We have a rough idea what was in the nebula. After all, our own planet, and all the other planets and rocks and dust drifting through the Solar System were made from it. But in many of those places, a lot has changed chemically over the 4.6 billion years or so since the Sun was a mere twinkle in a cloud of dust.

Meteorites and asteroids, by contrast, are thought to represent a relatively pristine sample of the Solar System at the time these objects formed, since they have remained more or less unchanged and unaltered since that time. So we can study them to find out when they formed, and the composition of the material from which they did so.

This brings us back to Erg Chech 002, a meteorite older than Earth and unlike any other. Discovered in 2020 in the Erg Chech sand sea in southwestern Algeria, the stone has an unusual andesitic composition linked with igneous activity, suggesting that the object was once part of a planet early in formation, whose development was arrested early.

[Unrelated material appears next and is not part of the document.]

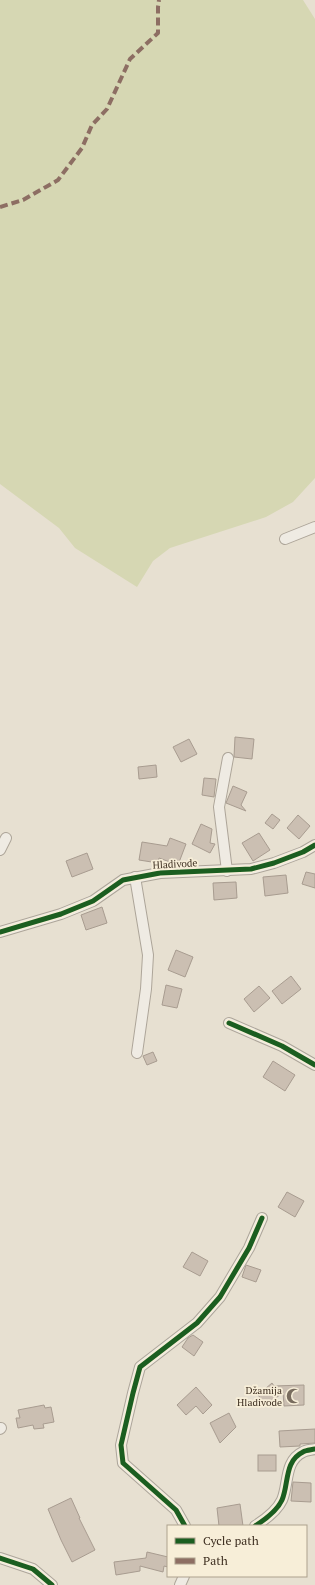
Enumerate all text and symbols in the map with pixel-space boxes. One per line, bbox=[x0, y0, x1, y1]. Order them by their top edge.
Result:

One of the elements it contains is a stable isotope of magnesium called magnesium-26. Magnesium-26 is a decay product from a particular radioactive isotope of aluminum, aluminum-26, that is produced during the violent supernova deaths of massive stars.

A small piece of Erg Chech 002, roughly 20 millimeters across. (Yuri Amelin)

Aluminum-26 has a relatively short half-life of 717,000 years, but its decay products can be used to infer its past presence in materials, and calculate the age of the objects wherein they are found.

A team of scientists led by cosmochemist Evgenii Krestianinov of the Australian National University in Australia has now used this isotope clock to infer the distribution of aluminum-26 in the solar nebula.

They calculated the age of the meteorite, based on the ratios of its radioactive decay products. Their calculations were consistent with previous calculations of the age of Erg Chech 002 – 4.566 billion years.

Then, the team conducted a comparison with other well-preserved ancient meteorites with a similar rocky composition. They found Erg Chech 002 had significantly more aluminum-26 than other meteorites, a result that they interpreted to mean aluminum-26 was unevenly distributed through our Sun’s nebula.

They believe these findings represent a late infall of stellar material into the solar nebula, bringing with it freshly forged radioactive isotopes, including the aluminum-26 that was taken up into the nascent planet from which Erg Chech 002 came.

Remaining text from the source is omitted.